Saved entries

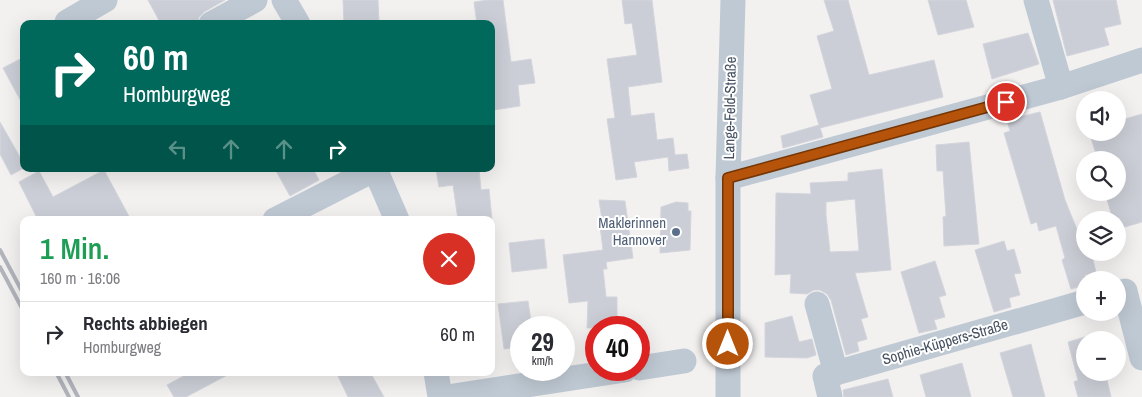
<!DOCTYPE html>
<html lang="de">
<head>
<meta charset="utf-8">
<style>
  :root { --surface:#fff; --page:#f2f2f3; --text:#2b2b33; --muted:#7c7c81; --line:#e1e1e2 }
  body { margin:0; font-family:"Archivo Narrow",sans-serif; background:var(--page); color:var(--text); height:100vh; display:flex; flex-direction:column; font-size:19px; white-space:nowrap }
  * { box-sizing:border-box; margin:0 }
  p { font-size:16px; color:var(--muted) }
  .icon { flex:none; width:28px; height:28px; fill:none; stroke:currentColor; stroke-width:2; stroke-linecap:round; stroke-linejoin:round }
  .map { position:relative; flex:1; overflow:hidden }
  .panel { position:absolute; left:20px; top:216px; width:475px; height:160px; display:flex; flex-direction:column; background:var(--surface); border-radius:10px; box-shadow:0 5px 20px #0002 }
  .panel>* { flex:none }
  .top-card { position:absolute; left:20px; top:20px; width:475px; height:152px; border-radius:10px; box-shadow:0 5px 20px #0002; background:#00695c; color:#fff; overflow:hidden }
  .tools { position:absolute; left:1076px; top:91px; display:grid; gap:10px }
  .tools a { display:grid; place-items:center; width:50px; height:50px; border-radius:50%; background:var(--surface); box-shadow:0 5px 20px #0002; font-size:25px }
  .speed { position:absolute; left:510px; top:316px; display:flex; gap:10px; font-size:25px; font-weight:700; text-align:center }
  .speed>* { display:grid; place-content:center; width:65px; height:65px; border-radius:50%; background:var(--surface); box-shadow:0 5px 20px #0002; line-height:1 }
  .speed small { font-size:12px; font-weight:400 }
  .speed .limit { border:8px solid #d22; background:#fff; color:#111 }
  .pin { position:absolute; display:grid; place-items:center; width:42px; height:42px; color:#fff; margin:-21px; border:2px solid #fff; border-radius:50%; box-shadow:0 1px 5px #0007 }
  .me { position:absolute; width:55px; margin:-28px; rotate:0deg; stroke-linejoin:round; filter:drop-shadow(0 0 4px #0008) }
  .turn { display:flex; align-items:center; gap:18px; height:105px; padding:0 20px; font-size:22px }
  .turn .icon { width:65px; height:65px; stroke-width:2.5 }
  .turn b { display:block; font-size:35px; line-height:42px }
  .lanes { display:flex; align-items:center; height:48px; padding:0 20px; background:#0003; justify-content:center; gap:25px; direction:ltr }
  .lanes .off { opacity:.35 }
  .round { display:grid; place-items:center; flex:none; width:52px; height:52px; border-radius:26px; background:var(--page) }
  .headline { display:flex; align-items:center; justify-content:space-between; height:85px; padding:0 20px }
  h1 { font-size:30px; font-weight:600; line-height:38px; color:#1e9e55 }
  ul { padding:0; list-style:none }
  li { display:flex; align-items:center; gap:15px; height:65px; padding:0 20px; border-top:1px solid var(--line) }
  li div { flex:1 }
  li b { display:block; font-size:19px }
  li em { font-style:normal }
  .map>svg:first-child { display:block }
</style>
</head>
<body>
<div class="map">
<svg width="1142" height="397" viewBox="0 0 1142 397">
  <rect width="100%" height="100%" fill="#f3f0f0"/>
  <g fill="#cbced6" stroke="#d3d5dc" fill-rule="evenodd">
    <polygon points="148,0 225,0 204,12 199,17 197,24 161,24"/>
    <polygon points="343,0 378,0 379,24 344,24"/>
    <polygon points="488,0 503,0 511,62 531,59 535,83 518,85 520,106 494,110 491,88 491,24 477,24 474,2"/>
    <polygon points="622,0 652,0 662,82 628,87 631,116 654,113 657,140 673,138 675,155 687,154 689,168 669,171 668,157 634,162 637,177 616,180 607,119 615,118 607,59 637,55 632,23 625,24"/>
    <polygon points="824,0 848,0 869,75 934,60 943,97 820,128 823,137 783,148 781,136 819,125 810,95 832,89 817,36 834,31"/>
    <polygon points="928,0 966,0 974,27 938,35"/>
    <polygon points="1053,0 1116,0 1121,24 1104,28 1109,45 1067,56"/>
    <polygon points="1028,33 1039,64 992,79 983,44"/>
    <polygon points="24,57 24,107 3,68"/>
    <polygon points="1040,112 1065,200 1078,232 1085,231 1085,252 1091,252 1096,272 1085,275 1085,285 1071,289 1062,260 1065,258 1056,226 1039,231 1037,222 1031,224 1004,133 1010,131 1007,120"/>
    <polygon points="1142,114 1142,222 1118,229 1118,220 1113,220 1105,192 1118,192 1118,160 1098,160 1089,132 1118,132 1118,121"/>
    <polygon points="0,122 24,164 24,168 11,175 0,154"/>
    <polygon points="969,142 979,244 944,246 943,217 946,216 943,171 937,171 936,145"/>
    <polygon points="275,169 313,169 319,180 290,196"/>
    <polygon points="436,169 479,169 481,190 489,189 492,220 458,220 453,185 439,187"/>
    <path d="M882 169 891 270 855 273 868 317 861 319 867 339 857 342 859 351 846 355 831 300 827 294 820 290H814L807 294 790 293 791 274 775 275 776 193 811 194 810 183 848 181V173ZM855 199 859 251 830 252 826 215V202Z"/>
    <polygon points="104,170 131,220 38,220 19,182 39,171 53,197"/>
    <polygon points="599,200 625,201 633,258 606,262 607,269 603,269 606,297 617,297 617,328 587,328 588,301 569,303 563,255 603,250 600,226 603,226"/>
    <polygon points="676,202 688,203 688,211 691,211 690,250 660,253 661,207"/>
    <polygon points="544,239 547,268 512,272 509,243"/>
    <polygon points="1004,241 1007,251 1014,249 1021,273 1014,274 1020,295 1009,298 1011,307 994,312 975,250"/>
    <polygon points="935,261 946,295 939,297 945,317 934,320 937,329 919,333 901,272"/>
    <polygon points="528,301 532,328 521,328 521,347 504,349 498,304"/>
    <polygon points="792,316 799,342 812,339 816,355 807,358 765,357 765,323"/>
    <polygon points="1085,337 1085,372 1105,372 1111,397 1078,397 1074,382 1078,380 1068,342"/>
    <polygon points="1031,344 1045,397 1013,397 1000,353"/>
    <polygon points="962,363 971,397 926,397 920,375"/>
    <polygon points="191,372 233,372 186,397 174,397 167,385"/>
    <polygon points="336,372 370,372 384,397 348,397"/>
    <polygon points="888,379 893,397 844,397 843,390"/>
  </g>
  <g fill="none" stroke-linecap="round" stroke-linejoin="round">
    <g stroke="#bfc9d3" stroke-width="25">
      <polyline points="284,0 298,24"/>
      <polyline points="1036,0 1061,87"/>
      <polyline points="67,22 105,0"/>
      <polyline points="211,24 255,0"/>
      <polyline points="375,169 397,220"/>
      <polyline points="728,178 1061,87 1142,60"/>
      <polyline points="275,220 375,169"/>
      <polyline points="1125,291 1142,358"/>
      <polyline points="817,304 836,373"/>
      <polyline points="639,368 684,361"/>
      <polyline points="436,372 440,397"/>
      <polyline points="447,397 625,370"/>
      <polyline points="728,397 728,178 733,0"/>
      <polyline points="830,397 825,376 1085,302"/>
    </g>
    <g stroke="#b1b4bb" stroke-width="4">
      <polyline points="0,250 24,295"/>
      <polyline points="0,267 24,312"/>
      <polyline points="56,372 69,397"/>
      <polyline points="65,372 78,397"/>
    </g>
  </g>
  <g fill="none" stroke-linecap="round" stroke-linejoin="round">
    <defs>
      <polyline id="route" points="728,344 728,178 1006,102"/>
    </defs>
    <use href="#route" stroke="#753606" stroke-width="12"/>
    <use href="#route" stroke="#b45309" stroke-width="9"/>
  </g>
  <circle fill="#5c6f8a" stroke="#fff" stroke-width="2" cx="676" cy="232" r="5"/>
  <g text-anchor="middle" stroke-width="4" stroke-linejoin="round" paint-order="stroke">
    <g font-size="15" fill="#455160" stroke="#fff">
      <text transform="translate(730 108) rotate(-89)" y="5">Lange-Feld-Straße</text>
      <text transform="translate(945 342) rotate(-16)" y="5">Sophie-Küppers-Straße</text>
    </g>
    <g font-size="15" fill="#4e5e75" stroke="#fff" text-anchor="end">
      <text x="666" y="228">Maklerinnen<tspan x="666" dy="17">Hannover</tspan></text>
    </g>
  </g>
</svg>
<div class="tools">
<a><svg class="icon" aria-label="sound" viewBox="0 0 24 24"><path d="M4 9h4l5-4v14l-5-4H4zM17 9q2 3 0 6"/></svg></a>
<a><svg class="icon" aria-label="search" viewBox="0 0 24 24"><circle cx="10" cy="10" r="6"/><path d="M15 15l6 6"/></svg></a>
<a><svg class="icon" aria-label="layers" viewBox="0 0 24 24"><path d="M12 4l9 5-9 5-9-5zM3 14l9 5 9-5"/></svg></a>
<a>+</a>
<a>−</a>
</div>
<div class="speed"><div>29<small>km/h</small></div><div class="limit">40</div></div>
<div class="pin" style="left:1006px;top:102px;background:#d93025"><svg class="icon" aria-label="arrive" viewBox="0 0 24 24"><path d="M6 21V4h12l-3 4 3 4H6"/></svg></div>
<svg class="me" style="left:728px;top:344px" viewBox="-20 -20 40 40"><circle r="17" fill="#b45309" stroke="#fff" stroke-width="3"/><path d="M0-11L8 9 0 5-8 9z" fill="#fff"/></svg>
<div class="top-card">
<div class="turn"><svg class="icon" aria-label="right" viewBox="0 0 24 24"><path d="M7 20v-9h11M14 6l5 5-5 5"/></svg><div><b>60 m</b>Homburgweg</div></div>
<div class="lanes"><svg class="icon off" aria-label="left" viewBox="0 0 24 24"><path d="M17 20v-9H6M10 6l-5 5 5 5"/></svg><svg class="icon off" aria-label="ahead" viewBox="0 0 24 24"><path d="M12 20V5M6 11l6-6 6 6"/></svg><svg class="icon off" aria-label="ahead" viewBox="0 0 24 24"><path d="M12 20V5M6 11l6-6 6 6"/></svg><svg class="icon" aria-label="right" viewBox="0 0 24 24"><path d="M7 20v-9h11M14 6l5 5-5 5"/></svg></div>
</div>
<section class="panel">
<div class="headline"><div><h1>1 Min.</h1><p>160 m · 16:06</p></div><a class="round" style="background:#d93025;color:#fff"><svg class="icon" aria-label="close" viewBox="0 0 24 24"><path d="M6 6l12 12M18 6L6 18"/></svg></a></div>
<ul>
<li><svg class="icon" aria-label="right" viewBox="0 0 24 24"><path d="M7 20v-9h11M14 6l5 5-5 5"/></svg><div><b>Rechts abbiegen</b><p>Homburgweg</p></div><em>60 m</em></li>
</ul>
</section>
</div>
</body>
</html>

## PROMPT:
In the entries above, find the line that contains "display:block; font-size:35px; line-height:42px", then repeat exactly every line from the first one through that line, with no pictures.

## TASK RESULT:
<!DOCTYPE html>
<html lang="de">
<head>
<meta charset="utf-8">
<style>
  :root { --surface:#fff; --page:#f2f2f3; --text:#2b2b33; --muted:#7c7c81; --line:#e1e1e2 }
  body { margin:0; font-family:"Archivo Narrow",sans-serif; background:var(--page); color:var(--text); height:100vh; display:flex; flex-direction:column; font-size:19px; white-space:nowrap }
  * { box-sizing:border-box; margin:0 }
  p { font-size:16px; color:var(--muted) }
  .icon { flex:none; width:28px; height:28px; fill:none; stroke:currentColor; stroke-width:2; stroke-linecap:round; stroke-linejoin:round }
  .map { position:relative; flex:1; overflow:hidden }
  .panel { position:absolute; left:20px; top:216px; width:475px; height:160px; display:flex; flex-direction:column; background:var(--surface); border-radius:10px; box-shadow:0 5px 20px #0002 }
  .panel>* { flex:none }
  .top-card { position:absolute; left:20px; top:20px; width:475px; height:152px; border-radius:10px; box-shadow:0 5px 20px #0002; background:#00695c; color:#fff; overflow:hidden }
  .tools { position:absolute; left:1076px; top:91px; display:grid; gap:10px }
  .tools a { display:grid; place-items:center; width:50px; height:50px; border-radius:50%; background:var(--surface); box-shadow:0 5px 20px #0002; font-size:25px }
  .speed { position:absolute; left:510px; top:316px; display:flex; gap:10px; font-size:25px; font-weight:700; text-align:center }
  .speed>* { display:grid; place-content:center; width:65px; height:65px; border-radius:50%; background:var(--surface); box-shadow:0 5px 20px #0002; line-height:1 }
  .speed small { font-size:12px; font-weight:400 }
  .speed .limit { border:8px solid #d22; background:#fff; color:#111 }
  .pin { position:absolute; display:grid; place-items:center; width:42px; height:42px; color:#fff; margin:-21px; border:2px solid #fff; border-radius:50%; box-shadow:0 1px 5px #0007 }
  .me { position:absolute; width:55px; margin:-28px; rotate:0deg; stroke-linejoin:round; filter:drop-shadow(0 0 4px #0008) }
  .turn { display:flex; align-items:center; gap:18px; height:105px; padding:0 20px; font-size:22px }
  .turn .icon { width:65px; height:65px; stroke-width:2.5 }
  .turn b { display:block; font-size:35px; line-height:42px }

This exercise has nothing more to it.